O quadro brasileiro não difere muito do latino-americano. Especialistas acreditam que a sustentabilidade da redução da desigualdade na região depende de um novo consenso sobre políticas públicas. Para Santiago Levy, do Banco Interamericano de Desenvolvimento (BID), um fator central é reduzir a informalidade do mercado de trabalho - 70% no Peru, 65% na Colômbia e 60% no México - e também a das empresas. Ele concorda com Paes de Barros que, para isso, além de crescer é preciso acabar com incentivos negativos.

Levy exemplifica que, no México, o tempo de estudo para o trabalhador de mais de 50 anos subiu 8,3 anos nos últimos 20 anos. No entanto, a produtividade deste grupo não se moveu no período:

- A alta disfuncionalidade do mercado de trabalho nos impediu de absorver os ganhos de educação significativos que tivemos nos últimos anos.

Esta abordagem é importante porque, segundo a economista Nora Lustig, da Universidade de Tulane (EUA), boa parte da queda de desigualdade na primeira década dos anos 2000 (20%) deve-se à redução do fosso salarial entre o topo e a base da pirâmide.

Alejandro Foxley, ex-ministro da Fazenda e chanceler do Chile, a educação é um dos elementos que devem constar do novo consenso regional, com aumento da qualidade do ensino, a ampliação da capacidade de aprendizagem de crianças até 3 anos e investimento na formação de professores:

- Também precisamos gerar empregos de melhor qualidade. Hoje, há três vezes mais jovens com nível superior do que no passado. Mas saem da universidade e não conseguem boas vagas. Ou seja, não estamos gerando empregos de qualidade suficientes. Precisamos crescer e diversificar economias ainda muito sino-dependentes e extrativistas.

Levy complementa que o conceito de educação deve ser entendido de forma ampla, como investimento em capital humano. Até porque a desigualdade é de renda, de condições e de oportunidades.
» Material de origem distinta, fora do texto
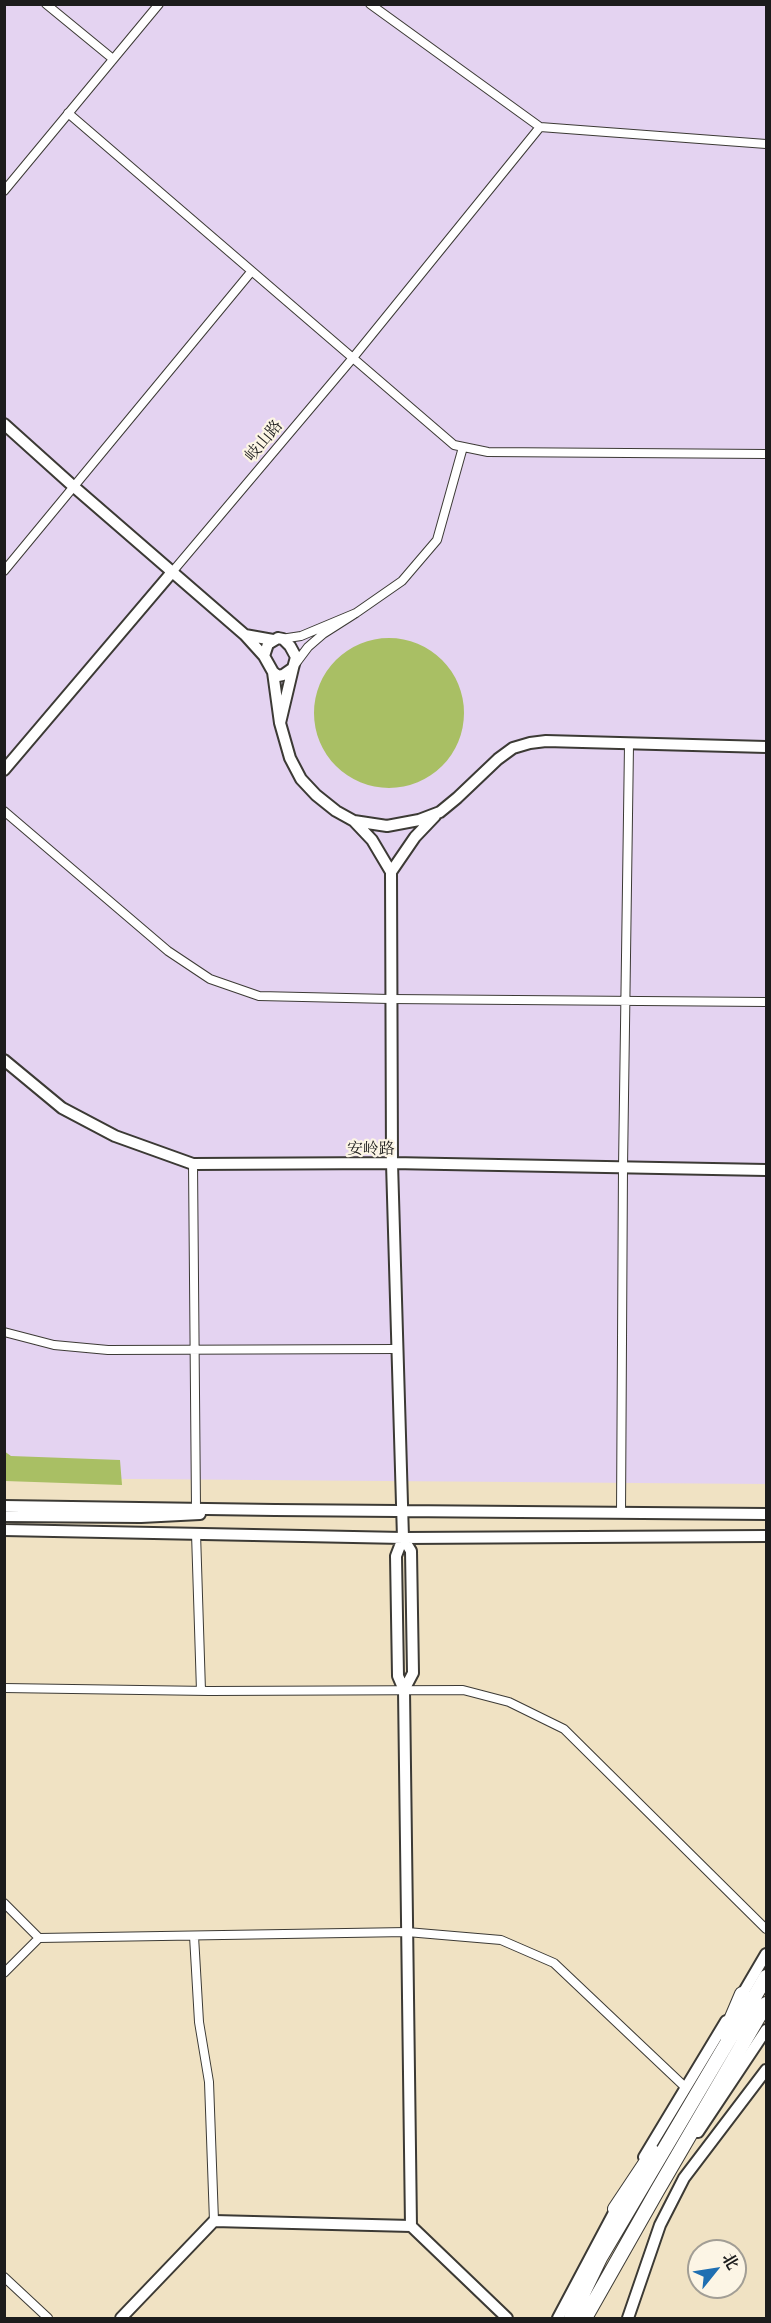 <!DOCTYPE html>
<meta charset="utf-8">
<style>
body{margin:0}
#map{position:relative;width:771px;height:2323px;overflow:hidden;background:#f0e2c3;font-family:"Libre Caslon Text","Noto Serif SC",serif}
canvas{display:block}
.frame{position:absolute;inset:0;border:6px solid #1c1c1c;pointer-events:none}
.north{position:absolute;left:687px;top:2239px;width:60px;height:60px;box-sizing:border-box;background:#fcf5e5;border:2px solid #a29e95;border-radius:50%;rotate:60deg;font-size:16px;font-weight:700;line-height:24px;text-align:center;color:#1c1c1c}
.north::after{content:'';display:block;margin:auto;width:21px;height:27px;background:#1f6fb2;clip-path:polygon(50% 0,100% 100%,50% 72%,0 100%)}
</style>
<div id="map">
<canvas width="771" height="2323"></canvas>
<div class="frame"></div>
<div class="north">北</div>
</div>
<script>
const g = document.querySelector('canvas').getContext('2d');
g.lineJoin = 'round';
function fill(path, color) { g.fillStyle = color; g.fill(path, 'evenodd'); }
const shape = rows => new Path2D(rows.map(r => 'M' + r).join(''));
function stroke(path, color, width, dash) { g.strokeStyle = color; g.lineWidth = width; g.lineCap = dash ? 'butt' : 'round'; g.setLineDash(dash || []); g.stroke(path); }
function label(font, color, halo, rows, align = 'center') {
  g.font = font + ' "Libre Caslon Text","Noto Serif SC",serif'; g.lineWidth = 4.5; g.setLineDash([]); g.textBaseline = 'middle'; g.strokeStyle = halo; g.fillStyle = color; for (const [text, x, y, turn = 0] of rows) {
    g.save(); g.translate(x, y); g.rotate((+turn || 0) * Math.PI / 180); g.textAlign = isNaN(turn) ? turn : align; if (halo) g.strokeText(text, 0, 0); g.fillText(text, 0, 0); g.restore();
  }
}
fill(shape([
 [5,5,766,5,766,1484,5,1478]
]), '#e4d3f1');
fill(shape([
 '314 713a75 75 0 1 1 150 0a75 75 0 1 1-150 0Z',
 [4,1451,11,1456,120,1460,122,1485,5,1481]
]), '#a9bf64');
const street = shape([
 [46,4,113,59],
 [370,4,540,127,766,144],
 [68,113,454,445,488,452,766,454],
 [4,191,159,4],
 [4,571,251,272],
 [173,571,352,359,540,127],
 [356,613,402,581,437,540,463,447],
 [281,639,301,636,356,613,323,634,308,647,296,663],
 [4,811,168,951,210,979,259,996,390,999,766,1002],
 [193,1164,196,1508],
 [4,1332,54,1345,108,1350,397,1349],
 [621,1513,623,1167,629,745],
 [196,1533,201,1691],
 [4,1688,209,1691,463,1690,509,1702,564,1729,766,1929],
 [4,1903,39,1938,407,1932,501,1940,554,1963,685,2087],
 [194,1936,199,2022,209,2082,214,2221],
 [4,1973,39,1938],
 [4,2277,48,2318]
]);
const secondary = shape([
 [4,424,73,486,245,635],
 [278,638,283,639,290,646,296,657,293,668,283,675,278,676,273,672,264,656,268,644,278,638],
 [264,656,245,635,273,640],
 [273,672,280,723,293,668],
 [280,723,290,758,301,779,316,795,336,811,354,821,387,826,419,820,440,812,457,798,498,759,513,748,530,743,546,741,766,747],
 [4,770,173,571],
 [354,821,372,840,391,872,415,837,435,816],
 [391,872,392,1163,403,1538,396,1556,398,1676,404,1690,411,2226],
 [4,1060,62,1108,115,1136,193,1164,392,1163,766,1170],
 [4,1506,275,1510,766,1514],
 [4,1516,141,1517,200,1514],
 [4,1530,403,1538,766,1536],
 [403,1538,411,1551,413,1673,404,1690],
 [739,2000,766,1954],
 [698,2132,766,2030],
 [644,2157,726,2021],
 [121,2318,214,2221,411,2226,507,2318],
 [558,2318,618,2205],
 [628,2318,660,2225,684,2178,766,2070]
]);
const highway = shape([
 [725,2034,742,1994],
 [615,2209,653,2152],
 [571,2318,600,2258,766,1977],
 [585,2318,657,2191,766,2004]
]);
stroke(street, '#3c3a35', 10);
stroke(secondary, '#3c3a35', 14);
stroke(highway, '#3c3a35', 16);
stroke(street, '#fff', 8);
stroke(secondary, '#fff', 10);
stroke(highway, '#fff', 14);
label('16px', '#1c1c1c', '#fcf5e5', [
 ["岐山路",264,441,-50],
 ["安岭路",371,1149]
]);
</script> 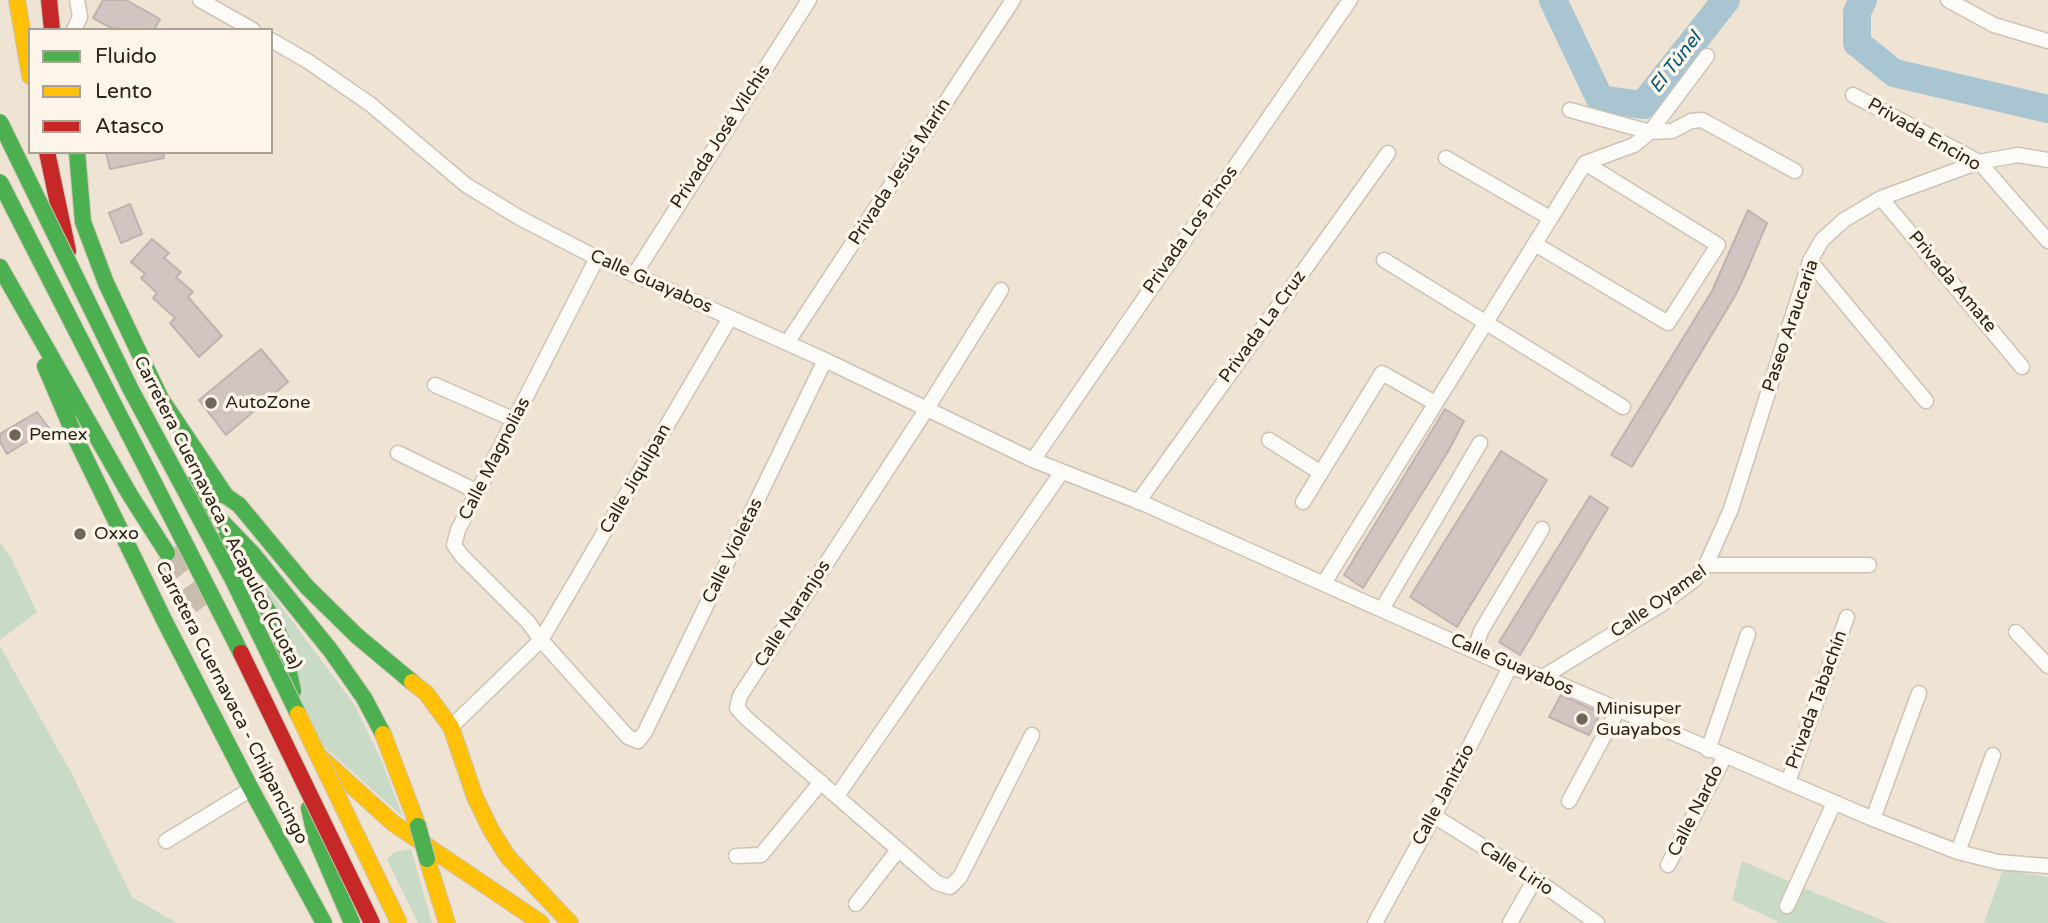 <!DOCTYPE html>
<html>
<head>
<meta charset="utf-8">
<style>
  body { margin:0 }
  #map { position:relative; width:2048px; height:923px; overflow:hidden; background:#efe4d3; font-family:"Varela Round",sans-serif }
  canvas { display:block }
  .legend { position:absolute; left:28px; top:28px; width:245px; height:126px; box-sizing:border-box; background:#fdf5e9; border:2px solid #a9a195; margin:0; padding:9px 12px; list-style:none; font-size:21px; color:#2a2317 }
  .legend li { display:flex; align-items:center; gap:14px; height:35px }
  .legend b { width:35px; border:2px solid #a9a195 }
</style>
</head>
<body>
<div id="map">
<canvas width="2048" height="923"></canvas>
<ul class="legend">
<li><b style="height:9px;background:#4caf50"></b>Fluido</li>
<li><b style="height:9px;background:#ffc107"></b>Lento</li>
<li><b style="height:9px;background:#c62828"></b>Atasco</li>
</ul>
</div>
<script>
const context = document.querySelector('canvas').getContext('2d');
context.lineJoin = 'round';
function fillPath(path, color) {
  context.fillStyle = color;
  context.fill(path, 'evenodd');
}
function poly(rows) {
  const path = new Path2D();
  for (const r of rows) {
    path.moveTo(r[0], r[1]);
    for (let i = 2; i < r.length; i += 2) path.lineTo(r[i], r[i + 1]);
  }
  return path;
}
function strokePath(path, color, width, dash) {
  context.strokeStyle = color;
  context.lineWidth = width;
  context.lineCap = dash ? 'butt' : 'round';
  context.setLineDash(dash || []);
  context.stroke(path);
}
function drawText(font, color, halo, rows, align = 'center') {
  context.font = font + ' "Varela Round",sans-serif';
  context.lineWidth = 7;
  context.setLineDash([]);
  context.textBaseline = 'middle';
  context.strokeStyle = halo;
  context.fillStyle = color;
  for (const [text, x, y, turn = 0] of rows) {
    context.save();
    context.translate(x, y);
    context.rotate((+turn || 0) * Math.PI / 180);
    context.textAlign = isNaN(turn) ? turn : align;
    if (halo) context.strokeText(text, 0, 0);
    context.fillText(text, 0, 0);
    context.restore();
  }
}
fillPath(poly([
  [0,542,11,558,37,612,0,640],
  [260,578,354,704,380,757,403,817,312,736],
  [0,646,73,776,132,897,177,923,0,923],
  [411,849,432,923,418,923,387,860,394,852],
  [1742,861,1816,893,1889,923,1777,923,1777,921,1732,900],
  [2003,869,2048,877,2048,923,1984,923]
]), '#c9dbc7');
strokePath(poly([
  [1553,0,1600,99,1643,105,1726,0],
  [1863,0,1857,12,1857,43,1894,73,2048,109]
]), '#aac5d2', 28);
const building = poly([
  [103,0,126,0,160,19,154,30,115,30,93,18,103,0],
  [106,152,163,152,164,158,110,169,106,152],
  [130,204,142,234,121,243,109,213,130,204],
  [1748,210,1767,223,1745,275,1735,296,1632,467,1611,455,1712,291,1748,210],
  [152,239,169,253,164,258,181,272,176,277,193,292,188,297,222,336,199,357,170,323,175,318,153,298,157,293,141,278,145,274,131,262,152,239],
  [261,349,288,382,226,435,199,400,261,349],
  [1445,409,1464,421,1449,450,1363,588,1344,575,1445,409],
  [37,412,49,428,7,454,0,442,0,434,37,412],
  [1501,451,1547,480,1457,627,1410,597,1501,451],
  [1590,496,1608,508,1520,655,1499,642,1590,496],
  [1561,695,1601,713,1589,735,1549,717,1561,695]
]);
fillPath(building, '#d1c4c1');
strokePath(building, '#bfb3af', 2);
strokePath(poly([
  [167,553,215,615]
]), '#c8bdad', 26, [26, 13]);
const street = poly([
  [200,0,253,30],
  [1948,0,1994,25,2048,41],
  [74,30,80,17,77,0],
  [271,40,309,62,370,104,466,185,520,218,597,258,825,360,1033,460,1147,505,1510,667,1543,677,1873,819,1958,852,1998,862,2048,866],
  [1853,95,1979,162,2048,241],
  [1570,110,1650,132,1672,131,1691,121,1702,120,1795,171],
  [1446,158,1550,218],
  [1881,198,2022,367],
  [1535,244,1668,323,1718,245,1585,163],
  [597,258,458,530,454,545,462,556,528,622,541,640,628,737,638,741,645,732,825,360],
  [1384,260,1623,407],
  [1810,261,1926,401],
  [634,275,809,0],
  [1001,290,926,410,740,696,737,708,746,718,937,883,950,887,960,877,1032,735],
  [787,343,1013,0],
  [435,385,515,420],
  [1269,440,1321,473],
  [398,453,478,492],
  [1033,460,1350,0],
  [1138,502,1388,153],
  [1303,502,1382,373,1435,403],
  [1706,565,1869,565],
  [1324,583,1585,163,1634,145,1650,132,1707,56],
  [1382,609,1480,443],
  [2016,632,2048,666],
  [1475,649,1481,631,1542,529],
  [1543,677,1662,604,1694,580,1706,565,1731,509,1810,261,1822,240,1844,220,1881,198,1979,162,2018,155,2048,160],
  [451,727,541,640,730,318],
  [1708,750,1748,634],
  [1788,782,1847,617],
  [837,796,1061,473],
  [1569,801,1618,710],
  [1434,816,1535,879,1597,923],
  [1873,819,1919,693],
  [166,841,251,789],
  [1958,852,1993,755],
  [736,856,761,855,821,782],
  [1668,865,1725,756],
  [856,904,898,850],
  [1787,906,1834,803],
  [1375,923,1434,816,1510,667],
  [1510,923,1535,879]
]);
const fast = poly([
  [77,152,83,222,106,283,161,399,226,496,239,505,307,587,357,636,412,682],
  [0,267,130,495,167,553],
  [45,366,78,443,165,622,251,789,324,923],
  [187,485,226,496],
  [187,485,253,554,331,651,364,698,383,734],
  [223,540,272,617,282,641,293,691],
  [309,808,316,839,352,923]
]);
const slow = poly([
  [17,0,30,76],
  [412,682,426,693,451,727,475,797,491,830,508,857,570,923],
  [383,734,418,826],
  [319,756,393,823,541,923],
  [427,859,447,923]
]);
const jam = poly([
  [49,0,52,30],
  [47,152,68,251]
]);
strokePath(street, '#ccc3b6', 17);
strokePath(fast, '#ccc3b6', 18);
strokePath(slow, '#ccc3b6', 18);
strokePath(jam, '#ccc3b6', 18);
strokePath(street, '#fdfbf8', 14);
strokePath(fast, '#4caf50', 16);
strokePath(slow, '#ffc107', 16);
strokePath(jam, '#c62828', 16);
const fastBridge = poly([
  [0,122,130,388,233,580,298,714],
  [0,182,241,653],
  [418,826,427,859]
]);
const slowBridge = poly([
  [298,714,399,923]
]);
const jamBridge = poly([
  [241,653,372,923]
]);
strokePath(fastBridge, '#ccc3b6', 18, []);
strokePath(slowBridge, '#ccc3b6', 18, []);
strokePath(jamBridge, '#ccc3b6', 18, []);
strokePath(fastBridge, '#4caf50', 16);
strokePath(slowBridge, '#ffc107', 16);
strokePath(jamBridge, '#c62828', 16);
for (const [x, y, r, color] of [
  [211,403,7,"#6f6759"],
  [15,435,7,"#6f6759"],
  [80,534,7,"#6f6759"],
  [1582,719,7,"#6f6759"]
]) {
  const dot = new Path2D();
  dot.arc(x, y, r, 0, 2 * Math.PI);
  context.fillStyle = color;
  context.fill(dot);
  strokePath(dot, '#fdf5e9', 2.5);
}
drawText('18px', '#2a2317', '#fdf5e9', [
  ["Privada Encino",1924,135,30],
  ["Privada José Vilchis",721,137,-57],
  ["Privada Jesús Marín",900,172,-57],
  ["Privada Los Pinos",1191,230,-55],
  ["Calle Guayabos",651,282,24],
  ["Privada Amate",1952,282,50],
  ["Paseo Araucaria",1791,326,-71],
  ["Privada La Cruz",1263,327,-54],
  ["Calle Magnolias",495,459,-63],
  ["Calle Jiquilpan",636,479,-60],
  ["Carretera Cuernavaca - Acapulco (Cuota)",217,513,63],
  ["Calle Violetas",733,551,-64],
  ["Calle Oyamel",1659,602,-35],
  ["Calle Naranjos",793,614,-57],
  ["Calle Guayabos",1512,665,23],
  ["Privada Tabachín",1817,700,-70],
  ["Carretera Cuernavaca - Chilpancingo",231,703,63],
  ["Calle Janitzio",1444,795,-62],
  ["Calle Nardo",1696,811,-63],
  ["Calle Lirio",1516,869,33]
]);
drawText('18px', '#2a2317', '#fdf5e9', [
  ["AutoZone",225,403],
  ["Pemex",29,435],
  ["Oxxo",94,534],
  ["Minisuper",1596,709],
  ["Guayabos",1596,730]
], 'left');
drawText('italic 19px', '#04587a', '#fdf5e9', [
  ["El Túnel",1676,63,-52]
]);
</script>
</body>
</html>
manutenção de programas sociais

Foxley e outros especialistas dizem ainda que é preciso acabar com o que ele chama de "dicotomia ideológica", pela qual quem defende foco no aumento de produtividade é neoliberal e quem prefere redução de desigualdade é progressista.

- São ações complementares. Aumentar a produtividade é o caminho para impulsionar o crescimento, que gera emprego e oportunidade que permite a queda da desigualdade - salienta.

Nora pondera que a necessidade de passar a uma nova fase de política social não significa abandonar os programas correntes. Para a economista, um dos grandes desafios para os governos latinos é arranjar espaço fiscal para continuar as políticas de transferência de renda, diante do crescimento baixo:

- É muito importante ter clareza sobre isso, para não se repetir o que vimos nos anos 1980, quando os ajustes eliminaram programas baratos, mas de amplo alcance.

Winnie Byanyima, diretora executiva do braço internacional da ONG britânica Oxfam, acredita que o quadro atual é uma oportunidade única para se discutir formas de levantar recursos para bancar a redução continuada da desigualdade. Um caminho é a tributação da riqueza, ou seja, a renda dos ricos. Também acredita que é preciso fechar brechas tributárias e combater a evasão e a elisão de impostos:

- Chegou a hora de a América Latina encontrar novas formas de crescer e se desenvolver.